The master gave his teaching in parables and stories, which his disciples listened to with pleasure—and occasional frustration, for they longed for something deeper.
The master was unmoved. To all their objections he would say, ‘You have yet to understand that the shortest distance between a human being and Truth is a story.’ 12
Yes, and the shortest distance from the Gospel to people’s lives is through a story. So tell them well and tell them often.
1. Francis of Assisi: Early Documents, Vol. II, The Founder. Thomas Celano, ‘The Remembrance of the Desire of a Soul: The Second Book,’ NY, NY: New City Press, 2000, p. 352, §163.
2. Celano, ‘The Second Book.’ p. 318, §107.
3. Celano, ‘The First Book.’ p. 254-256, § 16.
4. Janet Litherland, Storytelling from the Bible. Colorado Springs, CO: Meriwether, 1991, p. 3.
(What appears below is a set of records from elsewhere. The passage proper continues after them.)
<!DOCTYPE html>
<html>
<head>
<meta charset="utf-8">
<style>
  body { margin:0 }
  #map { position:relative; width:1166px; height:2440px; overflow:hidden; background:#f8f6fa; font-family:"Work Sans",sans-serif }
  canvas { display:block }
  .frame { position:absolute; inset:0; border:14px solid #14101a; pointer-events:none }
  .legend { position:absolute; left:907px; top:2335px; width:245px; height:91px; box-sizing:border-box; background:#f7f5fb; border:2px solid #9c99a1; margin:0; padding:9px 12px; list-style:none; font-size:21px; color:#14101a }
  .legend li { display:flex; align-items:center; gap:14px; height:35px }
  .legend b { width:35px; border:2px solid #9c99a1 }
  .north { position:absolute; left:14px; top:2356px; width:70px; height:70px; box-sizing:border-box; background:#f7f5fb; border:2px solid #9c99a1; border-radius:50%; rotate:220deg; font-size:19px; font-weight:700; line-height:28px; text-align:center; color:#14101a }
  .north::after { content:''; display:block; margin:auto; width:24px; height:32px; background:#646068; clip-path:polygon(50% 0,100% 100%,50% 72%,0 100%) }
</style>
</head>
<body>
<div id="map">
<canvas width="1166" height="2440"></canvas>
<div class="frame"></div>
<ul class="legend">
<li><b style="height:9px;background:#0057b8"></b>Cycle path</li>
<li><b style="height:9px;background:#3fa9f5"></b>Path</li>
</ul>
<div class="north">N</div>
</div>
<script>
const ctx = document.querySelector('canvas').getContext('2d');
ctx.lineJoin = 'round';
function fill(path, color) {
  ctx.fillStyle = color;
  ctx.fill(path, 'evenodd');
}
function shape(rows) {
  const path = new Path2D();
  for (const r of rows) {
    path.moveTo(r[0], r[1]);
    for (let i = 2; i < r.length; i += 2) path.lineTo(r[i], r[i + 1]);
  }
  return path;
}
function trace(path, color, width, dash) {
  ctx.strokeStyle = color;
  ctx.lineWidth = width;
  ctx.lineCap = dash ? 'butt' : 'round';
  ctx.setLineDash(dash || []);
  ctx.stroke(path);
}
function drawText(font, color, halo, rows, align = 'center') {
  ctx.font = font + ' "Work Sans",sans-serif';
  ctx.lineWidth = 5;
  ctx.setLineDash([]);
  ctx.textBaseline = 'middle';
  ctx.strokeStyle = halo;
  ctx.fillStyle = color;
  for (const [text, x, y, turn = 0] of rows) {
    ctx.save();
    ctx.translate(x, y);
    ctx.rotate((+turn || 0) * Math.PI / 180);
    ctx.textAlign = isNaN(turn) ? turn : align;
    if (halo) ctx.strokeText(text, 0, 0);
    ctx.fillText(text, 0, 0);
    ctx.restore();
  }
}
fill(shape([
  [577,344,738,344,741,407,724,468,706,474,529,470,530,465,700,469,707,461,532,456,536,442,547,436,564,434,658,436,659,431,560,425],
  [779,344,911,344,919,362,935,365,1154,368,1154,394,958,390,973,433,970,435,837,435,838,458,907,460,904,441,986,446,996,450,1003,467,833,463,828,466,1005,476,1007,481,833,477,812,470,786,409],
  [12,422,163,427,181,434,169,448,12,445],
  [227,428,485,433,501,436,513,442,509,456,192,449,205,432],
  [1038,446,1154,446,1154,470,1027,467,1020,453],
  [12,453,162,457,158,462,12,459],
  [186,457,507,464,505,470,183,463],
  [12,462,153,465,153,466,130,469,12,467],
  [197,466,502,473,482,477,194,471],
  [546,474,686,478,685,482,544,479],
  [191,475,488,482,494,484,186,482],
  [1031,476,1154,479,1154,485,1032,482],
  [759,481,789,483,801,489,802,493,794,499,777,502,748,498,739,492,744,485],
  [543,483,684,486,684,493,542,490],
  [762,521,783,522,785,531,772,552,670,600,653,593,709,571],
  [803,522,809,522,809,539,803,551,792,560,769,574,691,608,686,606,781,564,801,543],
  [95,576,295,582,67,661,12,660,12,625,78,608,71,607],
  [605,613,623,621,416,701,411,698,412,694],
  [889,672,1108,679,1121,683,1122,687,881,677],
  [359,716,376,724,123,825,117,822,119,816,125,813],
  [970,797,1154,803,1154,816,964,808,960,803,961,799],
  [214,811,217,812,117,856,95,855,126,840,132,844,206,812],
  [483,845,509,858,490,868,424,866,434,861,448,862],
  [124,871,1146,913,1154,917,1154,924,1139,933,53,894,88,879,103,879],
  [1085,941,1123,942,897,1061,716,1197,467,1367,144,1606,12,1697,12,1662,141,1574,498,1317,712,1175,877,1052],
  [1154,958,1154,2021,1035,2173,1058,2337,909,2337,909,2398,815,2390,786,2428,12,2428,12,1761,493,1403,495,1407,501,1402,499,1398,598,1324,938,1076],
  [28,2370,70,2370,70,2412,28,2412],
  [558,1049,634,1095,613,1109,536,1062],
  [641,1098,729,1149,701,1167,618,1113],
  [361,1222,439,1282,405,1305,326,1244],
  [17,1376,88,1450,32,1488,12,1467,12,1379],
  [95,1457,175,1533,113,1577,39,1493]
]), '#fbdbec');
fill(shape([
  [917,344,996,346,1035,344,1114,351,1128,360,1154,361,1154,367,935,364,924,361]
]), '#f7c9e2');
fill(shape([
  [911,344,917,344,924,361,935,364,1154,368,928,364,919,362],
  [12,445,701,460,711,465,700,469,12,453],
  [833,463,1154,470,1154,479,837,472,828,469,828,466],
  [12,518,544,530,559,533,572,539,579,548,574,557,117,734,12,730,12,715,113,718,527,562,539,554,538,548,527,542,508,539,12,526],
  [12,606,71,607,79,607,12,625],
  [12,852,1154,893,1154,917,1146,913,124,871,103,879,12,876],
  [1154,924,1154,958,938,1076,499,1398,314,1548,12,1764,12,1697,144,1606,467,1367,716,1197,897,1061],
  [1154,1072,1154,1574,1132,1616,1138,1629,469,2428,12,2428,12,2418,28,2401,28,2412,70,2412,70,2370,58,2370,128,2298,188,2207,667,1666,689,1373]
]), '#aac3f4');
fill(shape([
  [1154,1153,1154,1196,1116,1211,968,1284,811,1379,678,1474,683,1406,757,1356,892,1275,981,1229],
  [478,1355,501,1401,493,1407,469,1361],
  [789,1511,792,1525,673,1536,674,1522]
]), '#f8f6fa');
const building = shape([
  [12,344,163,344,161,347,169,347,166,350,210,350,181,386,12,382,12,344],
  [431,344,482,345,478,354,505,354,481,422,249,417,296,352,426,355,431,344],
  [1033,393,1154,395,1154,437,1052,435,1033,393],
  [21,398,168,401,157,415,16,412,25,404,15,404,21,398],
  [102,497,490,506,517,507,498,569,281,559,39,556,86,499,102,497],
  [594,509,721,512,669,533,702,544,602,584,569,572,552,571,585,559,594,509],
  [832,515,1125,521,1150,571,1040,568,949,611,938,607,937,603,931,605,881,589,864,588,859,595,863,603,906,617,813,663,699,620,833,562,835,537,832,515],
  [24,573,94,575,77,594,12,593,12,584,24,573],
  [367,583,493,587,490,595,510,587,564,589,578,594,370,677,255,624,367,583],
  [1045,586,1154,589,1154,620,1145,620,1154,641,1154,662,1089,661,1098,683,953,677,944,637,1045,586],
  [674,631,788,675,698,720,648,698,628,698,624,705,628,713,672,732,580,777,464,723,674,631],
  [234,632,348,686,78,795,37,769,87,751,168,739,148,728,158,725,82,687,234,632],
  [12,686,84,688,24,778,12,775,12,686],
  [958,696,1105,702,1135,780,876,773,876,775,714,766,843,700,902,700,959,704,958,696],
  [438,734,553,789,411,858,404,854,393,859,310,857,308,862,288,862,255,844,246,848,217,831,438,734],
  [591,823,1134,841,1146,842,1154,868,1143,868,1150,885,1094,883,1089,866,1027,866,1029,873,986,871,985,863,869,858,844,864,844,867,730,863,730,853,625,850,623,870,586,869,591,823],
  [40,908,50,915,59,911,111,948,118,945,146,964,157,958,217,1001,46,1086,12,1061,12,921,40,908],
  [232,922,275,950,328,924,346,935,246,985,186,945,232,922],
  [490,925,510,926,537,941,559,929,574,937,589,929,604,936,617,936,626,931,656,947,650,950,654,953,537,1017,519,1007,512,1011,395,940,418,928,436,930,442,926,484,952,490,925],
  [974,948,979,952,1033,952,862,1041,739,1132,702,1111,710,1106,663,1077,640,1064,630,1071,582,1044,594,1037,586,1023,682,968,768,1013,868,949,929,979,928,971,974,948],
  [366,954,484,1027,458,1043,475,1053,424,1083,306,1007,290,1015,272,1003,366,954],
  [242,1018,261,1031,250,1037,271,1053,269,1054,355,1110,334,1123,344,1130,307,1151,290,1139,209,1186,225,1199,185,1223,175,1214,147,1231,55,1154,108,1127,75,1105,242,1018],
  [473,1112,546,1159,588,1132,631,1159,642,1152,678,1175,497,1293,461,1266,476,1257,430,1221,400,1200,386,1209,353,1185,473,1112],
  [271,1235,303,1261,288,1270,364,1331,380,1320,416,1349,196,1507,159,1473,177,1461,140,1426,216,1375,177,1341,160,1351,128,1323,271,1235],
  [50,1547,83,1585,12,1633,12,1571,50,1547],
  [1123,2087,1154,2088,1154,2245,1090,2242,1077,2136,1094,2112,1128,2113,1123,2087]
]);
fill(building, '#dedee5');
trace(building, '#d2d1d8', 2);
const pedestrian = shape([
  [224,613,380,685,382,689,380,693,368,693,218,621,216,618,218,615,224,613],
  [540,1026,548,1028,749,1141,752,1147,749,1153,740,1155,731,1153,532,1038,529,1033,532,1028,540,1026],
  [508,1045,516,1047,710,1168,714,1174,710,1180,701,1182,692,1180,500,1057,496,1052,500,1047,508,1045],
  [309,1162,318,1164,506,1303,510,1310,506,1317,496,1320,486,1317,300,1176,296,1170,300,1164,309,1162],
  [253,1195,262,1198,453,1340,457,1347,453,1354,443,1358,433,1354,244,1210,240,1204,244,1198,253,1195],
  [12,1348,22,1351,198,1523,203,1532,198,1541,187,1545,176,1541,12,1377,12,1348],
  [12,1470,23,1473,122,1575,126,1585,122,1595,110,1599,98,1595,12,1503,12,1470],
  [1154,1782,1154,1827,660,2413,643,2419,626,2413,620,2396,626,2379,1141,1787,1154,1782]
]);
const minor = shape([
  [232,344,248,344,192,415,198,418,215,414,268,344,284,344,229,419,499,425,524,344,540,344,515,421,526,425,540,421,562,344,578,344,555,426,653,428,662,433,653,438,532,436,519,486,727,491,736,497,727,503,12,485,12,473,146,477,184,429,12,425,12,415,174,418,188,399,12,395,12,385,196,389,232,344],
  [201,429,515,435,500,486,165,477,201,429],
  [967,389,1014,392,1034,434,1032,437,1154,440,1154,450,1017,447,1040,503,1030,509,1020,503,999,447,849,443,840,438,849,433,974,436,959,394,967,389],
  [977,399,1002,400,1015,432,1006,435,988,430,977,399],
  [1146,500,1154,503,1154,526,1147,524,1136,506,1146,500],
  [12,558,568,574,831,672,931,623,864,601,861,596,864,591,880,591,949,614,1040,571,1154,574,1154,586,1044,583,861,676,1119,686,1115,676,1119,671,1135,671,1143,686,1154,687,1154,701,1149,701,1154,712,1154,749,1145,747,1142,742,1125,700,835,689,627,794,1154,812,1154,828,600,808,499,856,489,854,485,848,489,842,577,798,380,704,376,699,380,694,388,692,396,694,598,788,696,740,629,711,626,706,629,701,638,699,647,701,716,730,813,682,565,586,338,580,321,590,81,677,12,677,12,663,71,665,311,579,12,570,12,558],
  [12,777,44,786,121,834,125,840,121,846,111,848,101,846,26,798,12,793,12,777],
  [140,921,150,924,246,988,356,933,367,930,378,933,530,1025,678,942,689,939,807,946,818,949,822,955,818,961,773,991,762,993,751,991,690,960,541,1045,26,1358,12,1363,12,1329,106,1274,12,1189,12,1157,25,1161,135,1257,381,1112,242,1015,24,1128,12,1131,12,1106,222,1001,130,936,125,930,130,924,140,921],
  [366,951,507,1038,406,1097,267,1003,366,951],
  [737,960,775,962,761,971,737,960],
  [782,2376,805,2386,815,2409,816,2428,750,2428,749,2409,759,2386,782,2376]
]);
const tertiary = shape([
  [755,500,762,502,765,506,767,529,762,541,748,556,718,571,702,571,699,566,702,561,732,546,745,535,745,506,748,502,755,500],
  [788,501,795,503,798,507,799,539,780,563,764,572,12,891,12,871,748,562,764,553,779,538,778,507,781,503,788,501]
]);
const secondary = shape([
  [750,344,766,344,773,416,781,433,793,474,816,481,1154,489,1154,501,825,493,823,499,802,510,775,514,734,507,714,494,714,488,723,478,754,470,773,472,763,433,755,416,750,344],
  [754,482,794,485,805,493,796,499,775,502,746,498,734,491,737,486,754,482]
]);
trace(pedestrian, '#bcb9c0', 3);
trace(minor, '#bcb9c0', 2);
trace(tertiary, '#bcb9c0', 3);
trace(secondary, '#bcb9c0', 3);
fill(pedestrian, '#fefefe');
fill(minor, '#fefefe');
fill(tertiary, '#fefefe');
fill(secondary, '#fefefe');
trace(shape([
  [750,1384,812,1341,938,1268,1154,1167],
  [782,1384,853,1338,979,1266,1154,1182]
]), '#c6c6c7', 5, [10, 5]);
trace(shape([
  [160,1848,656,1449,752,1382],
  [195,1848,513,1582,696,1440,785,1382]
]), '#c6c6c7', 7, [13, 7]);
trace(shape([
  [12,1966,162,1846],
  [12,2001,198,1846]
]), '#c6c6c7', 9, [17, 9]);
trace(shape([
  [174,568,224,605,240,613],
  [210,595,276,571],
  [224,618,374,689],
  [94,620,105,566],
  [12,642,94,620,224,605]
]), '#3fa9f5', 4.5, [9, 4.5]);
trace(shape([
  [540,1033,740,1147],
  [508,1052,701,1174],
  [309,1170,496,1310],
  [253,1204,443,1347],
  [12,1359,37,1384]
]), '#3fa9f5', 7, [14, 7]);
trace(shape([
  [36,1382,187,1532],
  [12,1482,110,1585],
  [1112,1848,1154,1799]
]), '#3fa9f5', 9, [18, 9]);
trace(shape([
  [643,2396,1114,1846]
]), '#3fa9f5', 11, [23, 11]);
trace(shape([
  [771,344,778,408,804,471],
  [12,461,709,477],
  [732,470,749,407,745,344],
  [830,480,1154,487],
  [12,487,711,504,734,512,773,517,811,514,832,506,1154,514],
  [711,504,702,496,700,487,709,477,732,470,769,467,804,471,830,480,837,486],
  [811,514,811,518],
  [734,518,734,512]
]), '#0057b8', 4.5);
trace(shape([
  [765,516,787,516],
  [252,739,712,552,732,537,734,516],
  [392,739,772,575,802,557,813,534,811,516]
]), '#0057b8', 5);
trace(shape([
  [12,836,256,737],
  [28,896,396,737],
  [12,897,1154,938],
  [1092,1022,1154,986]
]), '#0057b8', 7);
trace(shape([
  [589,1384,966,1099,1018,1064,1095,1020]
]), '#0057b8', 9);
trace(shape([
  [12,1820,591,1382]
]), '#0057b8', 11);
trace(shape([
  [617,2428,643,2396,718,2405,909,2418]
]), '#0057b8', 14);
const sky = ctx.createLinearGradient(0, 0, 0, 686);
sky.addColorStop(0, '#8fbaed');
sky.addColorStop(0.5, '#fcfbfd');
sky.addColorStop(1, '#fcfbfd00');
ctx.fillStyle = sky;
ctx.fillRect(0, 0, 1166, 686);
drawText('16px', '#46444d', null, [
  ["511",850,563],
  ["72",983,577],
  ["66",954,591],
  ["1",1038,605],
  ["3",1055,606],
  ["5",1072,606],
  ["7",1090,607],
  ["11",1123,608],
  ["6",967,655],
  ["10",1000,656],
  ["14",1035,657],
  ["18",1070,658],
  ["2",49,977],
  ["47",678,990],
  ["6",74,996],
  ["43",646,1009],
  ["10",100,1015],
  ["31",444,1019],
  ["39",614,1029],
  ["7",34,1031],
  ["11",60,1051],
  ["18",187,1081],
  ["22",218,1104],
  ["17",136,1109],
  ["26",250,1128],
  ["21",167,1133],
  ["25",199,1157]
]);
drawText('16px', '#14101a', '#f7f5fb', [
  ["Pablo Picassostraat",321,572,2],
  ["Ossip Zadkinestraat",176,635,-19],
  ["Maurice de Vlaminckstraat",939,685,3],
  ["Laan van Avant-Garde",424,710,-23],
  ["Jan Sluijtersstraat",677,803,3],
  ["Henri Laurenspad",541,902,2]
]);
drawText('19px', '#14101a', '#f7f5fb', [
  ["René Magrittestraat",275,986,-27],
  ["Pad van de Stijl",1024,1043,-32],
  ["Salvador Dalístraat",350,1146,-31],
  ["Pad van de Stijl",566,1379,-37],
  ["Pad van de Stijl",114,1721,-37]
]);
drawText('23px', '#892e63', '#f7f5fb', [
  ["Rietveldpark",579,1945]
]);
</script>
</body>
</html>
5. Brian Cavanaugh, TOR’s personal journals, source unknown.
6. Joseph Griffith, Speaker’s Library of Business Stories, Anecdotes and Humor. NY, NY: Prentice Hall, 2000. p. ix-xi.
7. Brian Cavanaugh, TOR, The Sower’s Seeds: 120 Inspiring Stories for Preaching, Teaching & Public Speaking, Revised & Expanded. Mahwah, NJ: Paulist Press, 2004, p. 74.
8. Anne Pellowski, The World of Storytelling. NY, NY: H.W. Wilson Co., 1990, p. 57.
9. William R. White, Speaking in Stories. Minneapolis: Augsburg Press, 1982, p. 24.
10. Murray Bodo, OFM, Tales of St. Francis: Ancient Stories for Contemporary Living. NY, NY: Doubleday, 1998, p. 12-14.
11. Cavanaugh, The Sower’s Seeds. p. 7.
12. Cavanaugh, The Sower’s Seeds. p. 1.